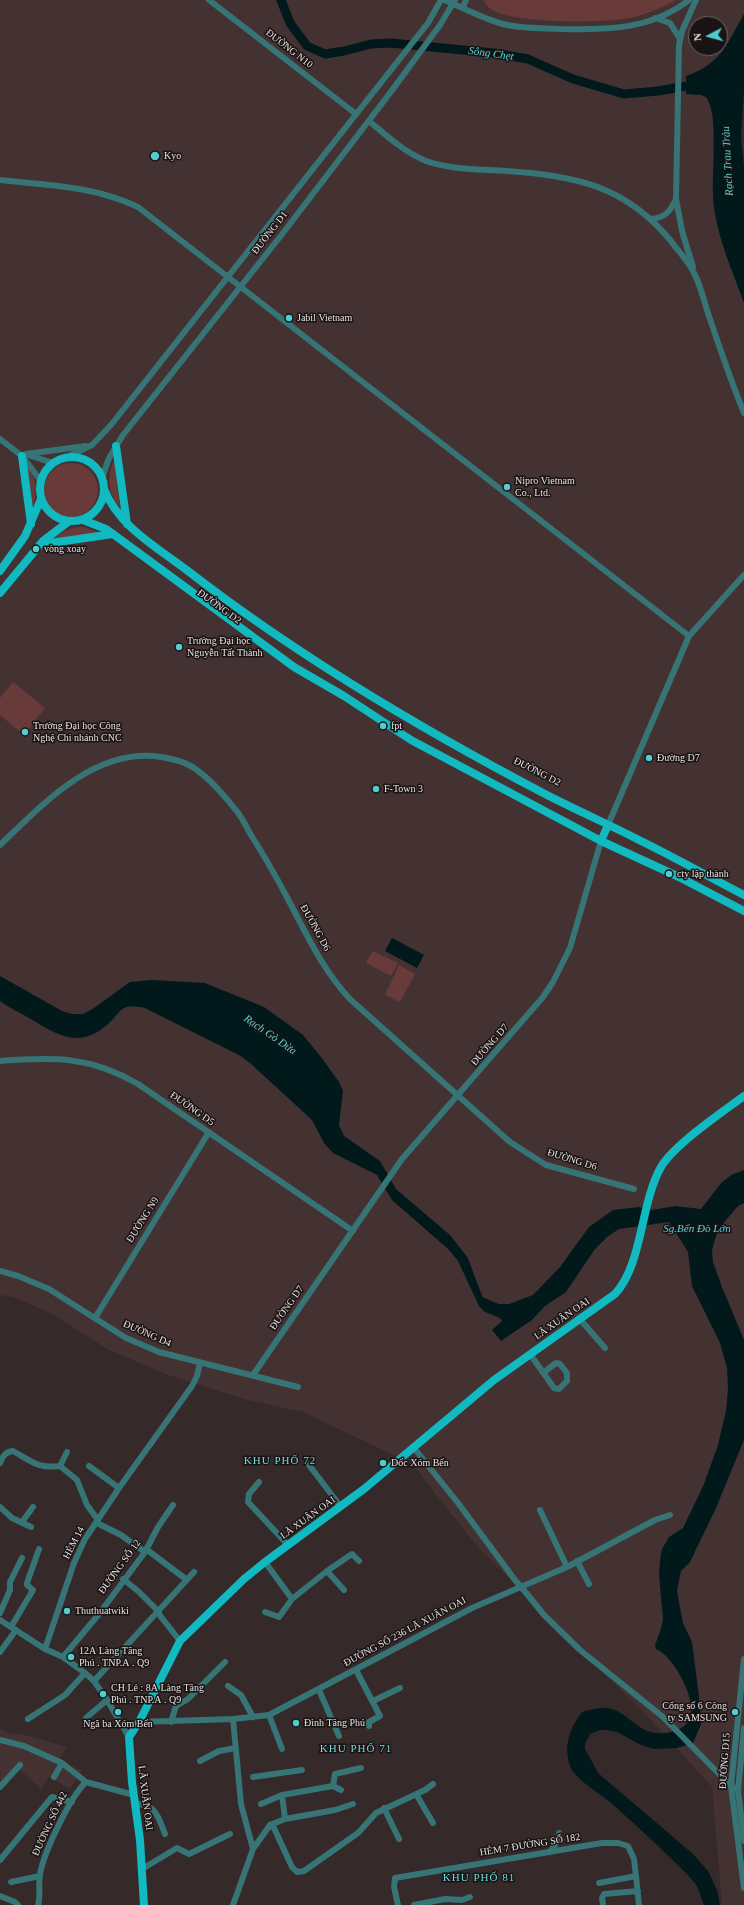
<!DOCTYPE html>
<html>
<head>
<meta charset="utf-8">
<style>
  body { margin:0 }
  #map { position:relative; width:744px; height:1905px; overflow:hidden; background:#352929; font-family:"Times New Roman",serif }
  canvas { display:block }
  .north { position:absolute; left:688px; top:16px; width:40px; height:40px; box-sizing:border-box; background:#191313; border:1px solid #6c6565; border-radius:50%; rotate:264deg; font-size:11px; font-weight:700; line-height:16px; text-align:center; color:#e9e1e1 }
  .north::after { content:''; display:block; margin:auto; width:14px; height:18px; background:#51ccd1; clip-path:polygon(50% 0,100% 100%,50% 72%,0 100%) }
</style>
</head>
<body>
<div id="map">
<canvas width="744" height="1905"></canvas>
<div class="north">N</div>
</div>
<script>
const ctx = document.querySelector('canvas').getContext('2d');
ctx.lineJoin = 'round';
function paint(path, color) {
  ctx.fillStyle = color;
  ctx.fill(path, 'evenodd');
}
function trace(path, color, width, dash) {
  ctx.strokeStyle = color;
  ctx.lineWidth = width;
  ctx.lineCap = dash ? 'butt' : 'round';
  ctx.setLineDash(dash || []);
  ctx.stroke(path);
}
function drawText(font, color, halo, rows, align = 'center') {
  ctx.font = font + ' "Times New Roman",serif';
  ctx.lineWidth = 3;
  ctx.setLineDash([]);
  ctx.textBaseline = 'middle';
  ctx.strokeStyle = halo;
  ctx.fillStyle = color;
  for (const [text, x, y, turn = 0] of rows) {
    ctx.save();
    ctx.translate(x, y);
    ctx.rotate((+turn || 0) * Math.PI / 180);
    ctx.textAlign = isNaN(turn) ? turn : align;
    if (halo) ctx.strokeText(text, 0, 0);
    ctx.fillText(text, 0, 0);
    ctx.restore();
  }
}
paint(new Path2D(`
  M0 0H744V14L726 46 713 111V195L716 215 744 303V1905H722L712 1787 650 1719 476 1545 412 1464 303 1412 244 1399 168 1375 109 1350 52 1314 14 1297 0 1295ZM696 24H720V48H696Z
  M0 1728 8 1733 25 1735 67 1747 58 1762 82 1770 70 1789 49 1777 41 1789 17 1767 0 1790Z`), '#443232');
paint(new Path2D(`
  M483 0H676C662 8 646 14 630 18 604 23 512 24 491 9 488 7 485 3 483 0Z
  M114 460 120 507C107 492 107 477 114 460Z
  M44 490a27 27 0 1 1 54 0a27 27 0 1 1-54 0Z
  M25 464C37 478 39 493 31 510Z
  M76 527H83L101 533 53 539 65 531Z
  M13 682 45 708 24 735 0 715V698Z
  M373 951 398 963 391 976 366 963Z
  M399 965 415 974 400 1002 385 995Z`), '#693a3a');
paint(new Path2D(`
  M744 14V90L741 136 744 167V303C732 269 714 231 713 194 712 171 719 115 706 97L701 95 686 94V76C721 64 727 44 744 14Z
  M392 938 424 955 417 968 385 951Z
  M0 976 62 1011 72 1014H83L94 1008 130 982 152 980 205 983 264 1007 303 1035 321 1057 339 1082 343 1091 339 1125 344 1136 380 1161 396 1189 450 1235 468 1258 482 1297 499 1304H509L533 1295 560 1267 589 1227 613 1210 639 1207 652 1210 675 1206 701 1209 721 1183 731 1175 744 1170V1203L738 1206 720 1227 717 1233 712 1250 713 1262 722 1287 744 1340V1440L716 1508 690 1562 681 1571 677 1591 683 1623 692 1642 699 1697 701 1724 693 1743 677 1748 654 1749 641 1745 617 1732 606 1730H600L590 1734 585 1744V1749L598 1773 693 1854 708 1871 717 1890 720 1905H704L697 1886 688 1875C663 1850 637 1826 610 1802 599 1793 575 1779 570 1766 563 1745 570 1728 582 1712 590 1710 599 1707 607 1708 629 1711 638 1736 664 1733 673 1733 685 1728 690 1719 698 1701 673 1655 656 1649L655 1645 661 1629 663 1619 659 1574 660 1560 662 1549 669 1537 683 1528 704 1484 718 1445 726 1411 728 1388 727 1368 720 1343 692 1286 688 1252 669 1222 619 1229 607 1237 595 1249 566 1292 545 1306 532 1320 501 1341 492 1330 502 1321 500 1318 485 1312 479 1306 458 1261 448 1249 392 1200 377 1175 333 1153 324 1143 312 1120 250 1063 239 1055 145 1008C118 1003 123 1011 107 1025 78 1050 56 1034 29 1018 19 1012 9 1008 0 1001Z`), '#01191b');
trace(new Path2D(`
  M469 1266 482 1297`), '#01191b', 1.5);
trace(new Path2D(`
  M281 0 290 23 307 46 325 54 344 51 371 44 391 43 494 53 528 59 573 79 624 94 658 91 698 84`), '#01191b', 9);
trace(new Path2D(`
  M209 0 356 114
  M444 0C464 8 483 19 503 24 522 29 542 28 561 29 606 30 651 30 689 0
  M463 7 466 0
  M655 18 670 23 680 39
  M369 121C387 136 404 152 426 161 451 170 480 169 507 171 575 176 625 185 671 241 678 251 689 262 694 273 701 286 704 302 709 316 720 349 731 381 744 413
  M0 180C48 185 93 186 138 207L689 636
  M650 219C665 218 670 212 676 199
  M693 267 682 231 676 199 679 45 682 31 696 0
  M0 439 22 456 41 481
  M26 454 86 446
  M28 455 53 463
  M67 457 92 445 111 425 428 23 441 0
  M102 478 109 458 123 435 283 233 393 89
  M608 825 689 636 744 575
  M0 845C43 804 95 747 161 757 174 759 187 762 197 770 212 781 224 795 235 809 242 817 246 826 251 835 265 857 278 880 290 903 308 937 324 972 351 1000L510 1142 546 1165 634 1189
  M0 1061C54 1057 90 1056 138 1084L353 1231
  M0 1271 18 1276 49 1289 126 1338 159 1352 298 1387
  M95 1318 209 1132
  M579 1318 605 1348
  M530 1354 554 1388 559 1389 567 1381V1373L560 1364 556 1363 543 1373
  M253 1375 402 1159 543 997 553 982 570 948 601 841
  M414 1448 458 1503 515 1580
  M0 1463C3 1456 5 1452 13 1451 31 1461 38 1469 60 1466L67 1452
  M309 1465 341 1507
  M60 1466 77 1480 87 1505 98 1520
  M259 1482 249 1494 248 1502 288 1545
  M119 1488 192 1386 197 1376 200 1363
  M0 1507 12 1518 31 1527
  M540 1510 567 1567
  M22 1522 33 1507
  M97 1523 121 1535 145 1552
  M146 1549 187 1580
  M577 1561 589 1584
  M265 1562 292 1599 327 1571 344 1590
  M327 1571 352 1554 359 1561
  M123 1579 138 1591 159 1612
  M527 1594 544 1615 580 1650 663 1717 731 1786 738 1790
  M265 1612 279 1617 292 1599
  M0 1613 10 1590V1582L22 1558
  M158 1613 180 1641
  M0 1620 45 1649 63 1657 85 1673 94 1681 107 1700 129 1737
  M11 1627 33 1590 27 1585V1583L39 1549
  M45 1649 74 1563 85 1539 119 1488 89 1466
  M0 1652 16 1630
  M63 1657 99 1614 145 1552 158 1527 173 1505
  M744 1659 731 1786 744 1888
  M356 1670 380 1716 369 1722V1726
  M94 1681 194 1572
  M228 1686 241 1695 253 1717
  M319 1690 339 1736
  M373 1701 400 1688
  M269 1715 282 1749
  M86 1718 107 1700
  M28 1719 65 1695 85 1673
  M233 1719 241 1804 253 1849
  M139 1722 233 1719 269 1715 472 1608 567 1567 655 1520 670 1515
  M171 1722 176 1706 188 1699 225 1662
  M744 1728 738 1790 744 1841
  M0 1740 24 1746 62 1763
  M200 1761 219 1751 236 1748
  M54 1777 62 1763 86 1782
  M253 1777 302 1770
  M333 1786 335 1774 361 1768
  M0 1787 20 1765
  M416 1794 433 1823
  M136 1804C157 1805 158 1817 165 1834
  M261 1804 282 1795
  M384 1808 399 1839
  M285 1819 282 1795 333 1786 341 1790
  M270 1825 285 1819 335 1810 353 1804
  M550 1852 558 1841 559 1833
  M0 1860 52 1797 72 1802
  M142 1869 177 1848 189 1854 230 1834
  M636 1876 639 1905
  M11 1882 40 1876
  M0 1896 15 1902 18 1905
  M38 1905C41 1895 38 1885 40 1874 44 1852 70 1797 86 1782L134 1795
  M233 1905 253 1849 270 1825 274 1828 292 1867 297 1872 304 1871 358 1833 376 1813 425 1790 433 1784
  M398 1905 394 1887 395 1878 602 1843H618L628 1846 634 1859 636 1876 599 1883
  M414 1905 445 1899 462 1900 470 1897
  M603 1905 602 1898 604 1894 638 1891`), '#367476', 6);
trace(new Path2D(`
  M116 446 127 524
  M22 456 31 524
  M40 489a32 32 0 1 1 64 0a32 32 0 1 1-64 0Z
  M104 489C119 527 157 547 188 571 299 657 421 729 545 794 576 810 608 824 639 840 674 857 709 877 744 895
  M83 520 106 529 113 534 294 667 344 696 411 740 601 841 679 877 744 911
  M44 544 113 534
  M0 571 25 536 41 499
  M0 593 43 541 68 522
  M601 841 608 825
  M144 1905 140 1840 132 1782 129 1737 139 1722 180 1641 244 1579 265 1562 364 1489 494 1380 615 1294C643 1264 640 1204 661 1167 674 1145 722 1112 744 1096`), '#10bac0', 8);
trace(new Path2D(`
  M393 89 440 25 455 0
  M515 1580 527 1594`), '#367476', 6);
for (const [x, y, r, color] of [
  [155,156,5,"#51ccd1"],
  [289,318,4,"#51ccd1"],
  [507,487,4,"#51ccd1"],
  [36,549,4,"#51ccd1"],
  [179,647,4,"#51ccd1"],
  [383,726,4,"#51ccd1"],
  [25,732,4,"#51ccd1"],
  [649,758,4,"#51ccd1"],
  [376,789,4,"#51ccd1"],
  [669,874,4,"#51ccd1"],
  [383,1463,4,"#51ccd1"],
  [67,1611,4,"#51ccd1"],
  [71,1657,4,"#51ccd1"],
  [103,1694,4,"#51ccd1"],
  [118,1712,4,"#51ccd1"],
  [735,1712,4,"#51ccd1"],
  [296,1723,4,"#51ccd1"]
]) {
  const dot = new Path2D();
  dot.arc(x, y, r, 0, 2 * Math.PI);
  ctx.fillStyle = color;
  ctx.fill(dot);
  trace(dot, '#191313', 1.5);
}
drawText('10px', '#e9e1e1', '#191313', [
  ["ĐƯỜNG N10",289,49,38],
  ["ĐƯỜNG D1",270,233,-52],
  ["ĐƯỜNG D2",219,607,36],
  ["ĐƯỜNG D2",537,772,27],
  ["ĐƯỜNG D6",315,928,61],
  ["ĐƯỜNG D7",490,1045,-49],
  ["ĐƯỜNG D5",192,1109,35],
  ["ĐƯỜNG D6",572,1160,17],
  ["ĐƯỜNG N9",143,1220,-58],
  ["ĐƯỜNG D7",287,1308,-55],
  ["LÃ XUÂN OAI",562,1319,-35],
  ["ĐƯỜNG D4",147,1334,24],
  ["LÃ XUÂN OAI",308,1518,-36],
  ["HẺM 14",74,1543,-63],
  ["ĐƯỜNG SỐ 12",120,1567,-54],
  ["ĐƯỜNG SỐ 236 LÃ XUÂN OAI",405,1632,-28],
  ["ĐƯỜNG D15",725,1761,-86],
  ["LÃ XUÂN OAI",145,1798,83],
  ["ĐƯỜNG SỐ 442",50,1824,-65],
  ["HẺM 7 ĐƯỜNG SỐ 182",530,1845,-9]
]);
drawText('10px', '#e9e1e1', '#191313', [
  ["Kyo",164,156],
  ["Jabil Vietnam",297,318],
  ["Nipro Vietnam",515,481],
  ["Co., Ltd.",515,493],
  ["vòng xoay",44,549],
  ["Trường Đại học",187,641],
  ["Nguyễn Tất Thành",187,653],
  ["Trường Đại học Công",33,726],
  ["Nghệ Chi nhánh CNC",33,738],
  ["fpt",391,726],
  ["Đường D7",657,758],
  ["F-Town 3",384,789],
  ["cty lập thành",677,874],
  ["Dốc Xóm Bến",391,1463],
  ["Thuthuatwiki",75,1611],
  ["12A Làng Tăng",79,1651],
  ["Phú . TNP.A . Q9",79,1663],
  ["CH Lẻ : 8A Làng Tăng",111,1688],
  ["Phú . TNP.A . Q9",111,1700],
  ["Cổng số 6 Công",727,1706,"right"],
  ["ty SAMSUNG",727,1718,"right"],
  ["Đình Tăng Phú",304,1723],
  ["Ngã ba Xóm Bến",118,1724,"center"]
], 'left');
drawText('italic 11px', '#54d4d9', '#191313', [
  ["Sông Chẹt",491,54,8],
  ["Rạch Trau Trảu",728,161,-93],
  ["Rạch Gò Dừa",270,1035,35],
  ["Sg.Bến Đò Lớn",697,1229]
]);
ctx.letterSpacing = '1px';
drawText('11px', '#6edadf', '#191313', [
  ["KHU PHỐ 72",280,1461],
  ["KHU PHỐ 71",356,1749],
  ["KHU PHỐ 81",479,1878]
]);
ctx.letterSpacing = '0px';
</script>
</body>
</html>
◇ ◇ ◇ ◇ ◇
Problem details> For this task, write out exactly the lines of the entries above, starting at the line with "M11 1627 33 1590 27 1585V1583L39 1549" and ending at the line with "M104 489C119 527", both included, and no others.

Task solution>
  M11 1627 33 1590 27 1585V1583L39 1549
  M45 1649 74 1563 85 1539 119 1488 89 1466
  M0 1652 16 1630
  M63 1657 99 1614 145 1552 158 1527 173 1505
  M744 1659 731 1786 744 1888
  M356 1670 380 1716 369 1722V1726
  M94 1681 194 1572
  M228 1686 241 1695 253 1717
  M319 1690 339 1736
  M373 1701 400 1688
  M269 1715 282 1749
  M86 1718 107 1700
  M28 1719 65 1695 85 1673
  M233 1719 241 1804 253 1849
  M139 1722 233 1719 269 1715 472 1608 567 1567 655 1520 670 1515
  M171 1722 176 1706 188 1699 225 1662
  M744 1728 738 1790 744 1841
  M0 1740 24 1746 62 1763
  M200 1761 219 1751 236 1748
  M54 1777 62 1763 86 1782
  M253 1777 302 1770
  M333 1786 335 1774 361 1768
  M0 1787 20 1765
  M416 1794 433 1823
  M136 1804C157 1805 158 1817 165 1834
  M261 1804 282 1795
  M384 1808 399 1839
  M285 1819 282 1795 333 1786 341 1790
  M270 1825 285 1819 335 1810 353 1804
  M550 1852 558 1841 559 1833
  M0 1860 52 1797 72 1802
  M142 1869 177 1848 189 1854 230 1834
  M636 1876 639 1905
  M11 1882 40 1876
  M0 1896 15 1902 18 1905
  M38 1905C41 1895 38 1885 40 1874 44 1852 70 1797 86 1782L134 1795
  M233 1905 253 1849 270 1825 274 1828 292 1867 297 1872 304 1871 358 1833 376 1813 425 1790 433 1784
  M398 1905 394 1887 395 1878 602 1843H618L628 1846 634 1859 636 1876 599 1883
  M414 1905 445 1899 462 1900 470 1897
  M603 1905 602 1898 604 1894 638 1891`), '#367476', 6);
trace(new Path2D(`
  M116 446 127 524
  M22 456 31 524
  M40 489a32 32 0 1 1 64 0a32 32 0 1 1-64 0Z
  M104 489C119 527 157 547 188 571 299 657 421 729 545 794 576 810 608 824 639 840 674 857 709 877 744 895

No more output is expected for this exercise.